Anyway, it’s pretty hard for 300 people to get all riled up and excited (unless you’re one of 300 Spartans threatened by all of Persia), so there was virtually no energy, and Mother Angelica reigned supreme. There was one match where a 19-year old came into the ring with Frank Sinatra blaring, announced as the self-proclaimed Chairman of the Board, and proceeded to shimmy more like Jay-Z (with dirt on his shoulder). He won the fight when his opponent – get this – refused to come out and fight anymore. He wasn’t hurt, he just quit. A bit disappointing, although I found the shoulder-shimmy annoying as well. Now one fight with a guy named Harry Joe was fun. He came into the ring with his entrance music screaming “Harry Joe, Harry Joe.” If my name were Harry Joe, I might not want to advertise that loud. Or at least change it to just Joe or Joe-Z. After such great fanfare, he was pounded into the floor in the third round. His pain was our entertainment. The only other time I saw that much activity was when we were leaving and some guy in the parking garage was breaking down his dance moves right there on level 2. He danced longer then Harry Joe stood upright.

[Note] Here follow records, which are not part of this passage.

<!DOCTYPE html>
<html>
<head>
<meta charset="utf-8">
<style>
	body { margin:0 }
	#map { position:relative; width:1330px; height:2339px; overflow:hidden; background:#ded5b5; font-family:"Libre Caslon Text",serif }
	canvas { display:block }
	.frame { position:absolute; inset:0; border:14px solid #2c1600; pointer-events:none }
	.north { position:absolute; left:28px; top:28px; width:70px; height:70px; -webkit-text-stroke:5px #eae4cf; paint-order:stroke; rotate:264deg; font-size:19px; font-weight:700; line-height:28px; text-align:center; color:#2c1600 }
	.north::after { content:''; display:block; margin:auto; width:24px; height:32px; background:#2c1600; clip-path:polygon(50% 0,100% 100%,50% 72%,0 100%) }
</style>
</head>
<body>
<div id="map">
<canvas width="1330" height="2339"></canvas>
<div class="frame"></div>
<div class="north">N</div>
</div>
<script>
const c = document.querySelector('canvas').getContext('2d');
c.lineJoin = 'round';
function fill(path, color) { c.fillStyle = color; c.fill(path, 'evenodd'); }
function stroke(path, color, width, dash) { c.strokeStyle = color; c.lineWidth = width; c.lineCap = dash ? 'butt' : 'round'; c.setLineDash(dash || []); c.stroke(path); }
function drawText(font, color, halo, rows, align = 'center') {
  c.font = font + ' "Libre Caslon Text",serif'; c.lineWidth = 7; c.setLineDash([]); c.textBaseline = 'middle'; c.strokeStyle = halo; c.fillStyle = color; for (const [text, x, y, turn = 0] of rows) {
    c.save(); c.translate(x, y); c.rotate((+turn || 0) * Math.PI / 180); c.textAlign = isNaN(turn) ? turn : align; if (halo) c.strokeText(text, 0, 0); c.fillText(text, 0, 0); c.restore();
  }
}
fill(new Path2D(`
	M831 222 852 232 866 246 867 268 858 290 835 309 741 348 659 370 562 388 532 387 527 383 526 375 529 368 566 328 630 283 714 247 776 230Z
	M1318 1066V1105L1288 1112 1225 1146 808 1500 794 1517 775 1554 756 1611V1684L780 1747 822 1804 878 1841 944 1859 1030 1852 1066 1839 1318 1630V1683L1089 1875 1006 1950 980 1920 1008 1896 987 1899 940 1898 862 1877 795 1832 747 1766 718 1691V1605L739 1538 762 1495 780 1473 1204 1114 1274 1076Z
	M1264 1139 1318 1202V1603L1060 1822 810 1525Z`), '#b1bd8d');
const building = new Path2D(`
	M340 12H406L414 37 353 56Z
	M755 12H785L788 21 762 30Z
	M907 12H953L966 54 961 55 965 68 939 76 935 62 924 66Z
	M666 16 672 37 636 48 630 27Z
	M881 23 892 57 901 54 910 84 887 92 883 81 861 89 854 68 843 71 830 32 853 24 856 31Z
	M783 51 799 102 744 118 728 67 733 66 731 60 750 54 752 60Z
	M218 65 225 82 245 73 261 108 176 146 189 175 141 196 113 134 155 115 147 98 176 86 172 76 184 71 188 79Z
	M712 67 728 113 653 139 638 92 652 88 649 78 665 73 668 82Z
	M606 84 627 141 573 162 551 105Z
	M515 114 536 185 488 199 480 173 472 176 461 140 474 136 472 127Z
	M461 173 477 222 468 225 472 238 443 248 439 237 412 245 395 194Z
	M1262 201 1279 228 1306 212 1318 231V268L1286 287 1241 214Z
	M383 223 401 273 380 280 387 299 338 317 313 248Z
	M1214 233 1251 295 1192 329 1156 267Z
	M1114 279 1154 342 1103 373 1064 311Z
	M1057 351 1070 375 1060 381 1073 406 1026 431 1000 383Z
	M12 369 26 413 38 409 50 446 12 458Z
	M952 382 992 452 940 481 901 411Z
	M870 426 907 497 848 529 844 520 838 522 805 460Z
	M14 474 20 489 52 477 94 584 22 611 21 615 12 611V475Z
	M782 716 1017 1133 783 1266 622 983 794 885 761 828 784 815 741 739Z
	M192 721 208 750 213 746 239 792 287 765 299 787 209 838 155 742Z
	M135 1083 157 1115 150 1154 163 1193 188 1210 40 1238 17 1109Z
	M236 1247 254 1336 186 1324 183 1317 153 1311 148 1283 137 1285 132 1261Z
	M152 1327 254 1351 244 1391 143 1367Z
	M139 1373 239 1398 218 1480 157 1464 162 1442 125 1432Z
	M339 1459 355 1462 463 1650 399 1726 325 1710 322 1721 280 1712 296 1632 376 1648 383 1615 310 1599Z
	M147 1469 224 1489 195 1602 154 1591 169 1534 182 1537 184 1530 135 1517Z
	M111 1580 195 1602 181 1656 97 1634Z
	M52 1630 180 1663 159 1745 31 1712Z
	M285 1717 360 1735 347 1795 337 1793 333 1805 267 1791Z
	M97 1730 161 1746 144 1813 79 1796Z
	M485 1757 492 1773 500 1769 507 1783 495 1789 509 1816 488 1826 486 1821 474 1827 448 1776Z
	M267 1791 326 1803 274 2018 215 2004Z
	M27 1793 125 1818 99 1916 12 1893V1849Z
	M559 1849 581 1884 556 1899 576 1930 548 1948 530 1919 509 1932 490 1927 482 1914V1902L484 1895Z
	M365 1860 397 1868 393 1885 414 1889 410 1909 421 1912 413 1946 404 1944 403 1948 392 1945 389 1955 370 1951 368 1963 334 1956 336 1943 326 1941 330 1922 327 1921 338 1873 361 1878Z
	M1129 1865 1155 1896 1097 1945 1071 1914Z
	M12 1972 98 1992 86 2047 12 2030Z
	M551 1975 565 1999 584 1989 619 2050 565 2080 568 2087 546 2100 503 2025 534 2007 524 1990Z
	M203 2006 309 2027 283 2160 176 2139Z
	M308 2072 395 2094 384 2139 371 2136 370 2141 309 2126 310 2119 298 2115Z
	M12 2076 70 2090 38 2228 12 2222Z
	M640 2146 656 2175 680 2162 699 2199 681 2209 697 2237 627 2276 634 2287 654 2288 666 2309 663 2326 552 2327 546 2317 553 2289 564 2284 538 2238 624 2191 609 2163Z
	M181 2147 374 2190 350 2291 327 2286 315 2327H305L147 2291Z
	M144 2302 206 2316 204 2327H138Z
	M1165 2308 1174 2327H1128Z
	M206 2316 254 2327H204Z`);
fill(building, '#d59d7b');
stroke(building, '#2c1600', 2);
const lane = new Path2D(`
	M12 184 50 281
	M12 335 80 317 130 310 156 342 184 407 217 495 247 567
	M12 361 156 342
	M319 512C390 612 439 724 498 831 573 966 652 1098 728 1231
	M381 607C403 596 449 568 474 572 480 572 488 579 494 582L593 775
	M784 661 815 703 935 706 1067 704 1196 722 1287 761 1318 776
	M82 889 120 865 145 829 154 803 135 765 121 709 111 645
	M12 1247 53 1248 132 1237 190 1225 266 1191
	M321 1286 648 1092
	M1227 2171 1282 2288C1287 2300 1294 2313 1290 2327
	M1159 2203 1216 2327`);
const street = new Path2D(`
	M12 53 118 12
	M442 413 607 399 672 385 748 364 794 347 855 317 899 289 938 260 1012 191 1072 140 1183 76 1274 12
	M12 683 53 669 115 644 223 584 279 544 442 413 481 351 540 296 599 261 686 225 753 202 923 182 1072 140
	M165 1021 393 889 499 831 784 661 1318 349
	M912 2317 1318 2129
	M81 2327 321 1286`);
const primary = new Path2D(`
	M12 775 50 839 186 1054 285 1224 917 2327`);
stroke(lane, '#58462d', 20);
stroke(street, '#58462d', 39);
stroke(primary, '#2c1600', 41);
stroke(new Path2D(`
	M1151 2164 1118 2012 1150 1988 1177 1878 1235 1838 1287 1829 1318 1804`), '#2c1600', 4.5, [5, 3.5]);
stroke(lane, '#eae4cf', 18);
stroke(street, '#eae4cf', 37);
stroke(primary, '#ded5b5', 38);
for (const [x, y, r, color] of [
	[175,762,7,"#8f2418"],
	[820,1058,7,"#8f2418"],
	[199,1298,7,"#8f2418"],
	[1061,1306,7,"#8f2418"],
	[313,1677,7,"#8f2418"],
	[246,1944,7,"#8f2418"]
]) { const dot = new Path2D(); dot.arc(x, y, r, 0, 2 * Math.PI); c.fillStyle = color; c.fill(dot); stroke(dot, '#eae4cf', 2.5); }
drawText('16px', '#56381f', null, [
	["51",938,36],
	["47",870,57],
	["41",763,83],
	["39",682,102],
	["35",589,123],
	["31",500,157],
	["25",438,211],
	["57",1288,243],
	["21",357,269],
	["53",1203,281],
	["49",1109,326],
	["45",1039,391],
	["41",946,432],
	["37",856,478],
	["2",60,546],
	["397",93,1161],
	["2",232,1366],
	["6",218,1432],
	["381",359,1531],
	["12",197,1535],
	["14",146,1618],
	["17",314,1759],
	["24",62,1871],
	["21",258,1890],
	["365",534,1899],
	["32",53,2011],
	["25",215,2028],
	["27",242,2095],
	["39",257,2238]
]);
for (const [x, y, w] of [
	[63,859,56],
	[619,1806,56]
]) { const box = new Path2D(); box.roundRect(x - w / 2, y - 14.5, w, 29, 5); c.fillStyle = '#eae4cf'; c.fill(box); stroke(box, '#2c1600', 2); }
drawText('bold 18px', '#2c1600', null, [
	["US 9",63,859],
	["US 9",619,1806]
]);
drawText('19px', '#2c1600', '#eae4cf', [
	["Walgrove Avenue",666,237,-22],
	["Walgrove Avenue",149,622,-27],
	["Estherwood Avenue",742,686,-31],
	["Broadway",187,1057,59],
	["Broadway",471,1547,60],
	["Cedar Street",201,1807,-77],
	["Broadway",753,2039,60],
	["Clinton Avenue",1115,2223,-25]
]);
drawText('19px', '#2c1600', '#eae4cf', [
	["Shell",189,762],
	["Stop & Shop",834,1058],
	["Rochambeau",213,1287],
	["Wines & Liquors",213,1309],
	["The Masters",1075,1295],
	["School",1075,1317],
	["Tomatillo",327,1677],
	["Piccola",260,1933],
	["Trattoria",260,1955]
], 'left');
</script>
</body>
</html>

So the night belonged to the last fight, the championship bout, featuring a guy from New Haven who was the Intercontinental Wal-Mart Light Heavyweight East Coast School of Tractor Trailer Champion, and he had his head shaved with many symbols, of which I am sure were ancient runes laying out the path to Mordor. But instead of the excitement one might find while battling goblins and orcs and Spartans on the way to Mount Doom, his fight was like a bad night at the prom; nothing more than a bunch of tepid shuffling and unwanted groping. I am sure HBO had a ratings nightmare. They could have given Gene and I free beer, got us drunk, and then have us wrestle over a Slim Jim on the floor an there would have been much more entertainment value.

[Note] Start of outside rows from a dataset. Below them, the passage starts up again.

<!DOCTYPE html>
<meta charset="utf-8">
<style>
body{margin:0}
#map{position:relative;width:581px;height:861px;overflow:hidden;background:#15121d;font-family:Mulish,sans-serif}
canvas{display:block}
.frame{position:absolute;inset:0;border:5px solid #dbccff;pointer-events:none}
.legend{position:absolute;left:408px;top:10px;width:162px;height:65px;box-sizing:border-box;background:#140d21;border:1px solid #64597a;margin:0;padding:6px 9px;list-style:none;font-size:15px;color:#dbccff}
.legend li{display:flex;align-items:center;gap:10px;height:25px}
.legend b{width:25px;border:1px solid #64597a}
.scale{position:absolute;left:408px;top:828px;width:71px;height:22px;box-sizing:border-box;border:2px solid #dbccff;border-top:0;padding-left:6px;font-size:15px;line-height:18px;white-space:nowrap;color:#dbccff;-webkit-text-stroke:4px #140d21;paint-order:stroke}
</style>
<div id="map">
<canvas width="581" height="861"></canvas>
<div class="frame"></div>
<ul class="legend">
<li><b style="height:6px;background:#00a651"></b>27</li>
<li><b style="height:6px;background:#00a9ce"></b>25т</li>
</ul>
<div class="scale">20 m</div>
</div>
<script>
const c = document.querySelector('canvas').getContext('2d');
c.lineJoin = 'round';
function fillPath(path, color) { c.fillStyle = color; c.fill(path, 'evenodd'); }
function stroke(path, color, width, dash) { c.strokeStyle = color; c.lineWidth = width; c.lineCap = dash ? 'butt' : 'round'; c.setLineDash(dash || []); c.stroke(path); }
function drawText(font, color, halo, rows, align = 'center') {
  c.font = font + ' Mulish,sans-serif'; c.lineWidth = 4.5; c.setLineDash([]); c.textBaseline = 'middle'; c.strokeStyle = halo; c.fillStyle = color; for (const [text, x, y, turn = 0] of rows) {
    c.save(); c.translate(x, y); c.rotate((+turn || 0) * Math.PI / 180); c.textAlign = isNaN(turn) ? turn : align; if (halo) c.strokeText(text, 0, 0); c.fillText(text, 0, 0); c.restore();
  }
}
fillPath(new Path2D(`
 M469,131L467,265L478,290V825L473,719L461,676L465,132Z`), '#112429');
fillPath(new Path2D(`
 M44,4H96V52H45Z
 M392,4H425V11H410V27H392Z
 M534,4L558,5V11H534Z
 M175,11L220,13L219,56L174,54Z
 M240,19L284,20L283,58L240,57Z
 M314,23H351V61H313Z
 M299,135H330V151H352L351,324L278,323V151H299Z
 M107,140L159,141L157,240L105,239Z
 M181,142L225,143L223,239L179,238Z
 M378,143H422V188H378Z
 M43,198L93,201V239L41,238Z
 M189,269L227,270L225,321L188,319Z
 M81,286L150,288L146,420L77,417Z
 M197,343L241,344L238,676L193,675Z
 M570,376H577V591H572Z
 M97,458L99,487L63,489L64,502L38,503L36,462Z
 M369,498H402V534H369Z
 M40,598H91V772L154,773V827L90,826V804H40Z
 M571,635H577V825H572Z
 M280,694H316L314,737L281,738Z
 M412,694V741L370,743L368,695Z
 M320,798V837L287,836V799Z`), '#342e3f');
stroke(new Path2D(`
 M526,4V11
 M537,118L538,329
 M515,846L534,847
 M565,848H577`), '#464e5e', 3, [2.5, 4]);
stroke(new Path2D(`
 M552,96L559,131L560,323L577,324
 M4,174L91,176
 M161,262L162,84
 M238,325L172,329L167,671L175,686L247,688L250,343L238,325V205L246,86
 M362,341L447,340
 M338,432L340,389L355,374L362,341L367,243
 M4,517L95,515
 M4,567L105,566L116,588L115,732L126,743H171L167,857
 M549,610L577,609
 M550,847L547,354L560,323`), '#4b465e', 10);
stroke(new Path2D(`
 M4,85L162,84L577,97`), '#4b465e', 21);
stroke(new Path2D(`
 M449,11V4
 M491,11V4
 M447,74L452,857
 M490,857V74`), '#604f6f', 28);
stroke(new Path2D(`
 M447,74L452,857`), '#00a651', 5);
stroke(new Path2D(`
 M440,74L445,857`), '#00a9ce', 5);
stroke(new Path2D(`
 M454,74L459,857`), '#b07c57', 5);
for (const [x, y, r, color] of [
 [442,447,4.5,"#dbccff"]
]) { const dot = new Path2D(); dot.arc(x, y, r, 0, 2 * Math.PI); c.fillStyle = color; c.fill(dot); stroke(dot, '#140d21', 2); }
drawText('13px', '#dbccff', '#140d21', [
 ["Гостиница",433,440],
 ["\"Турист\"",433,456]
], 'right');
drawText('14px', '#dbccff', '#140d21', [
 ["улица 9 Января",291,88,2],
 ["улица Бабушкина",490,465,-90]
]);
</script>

But who were the real losers here? Us for coming? Harry Joe’s quest for a nap? HBO? I would argue Hartford probably lost the opportunity for any more fights like this. But then again, there were Ashley, Michelle, and Latoya. These were the three “ring girls” who would hold up the round number cards between rounds, parading around the ring in their stilettos and black dress, amidst the occasional catcall and flatulence emitting from the suites above. I can imagine them telling their friends, family, and sexual predators that they were going to be on HBO. My guess is more people watched Mother Angelica, who already had the black dress and would have made one heck of a ring girl.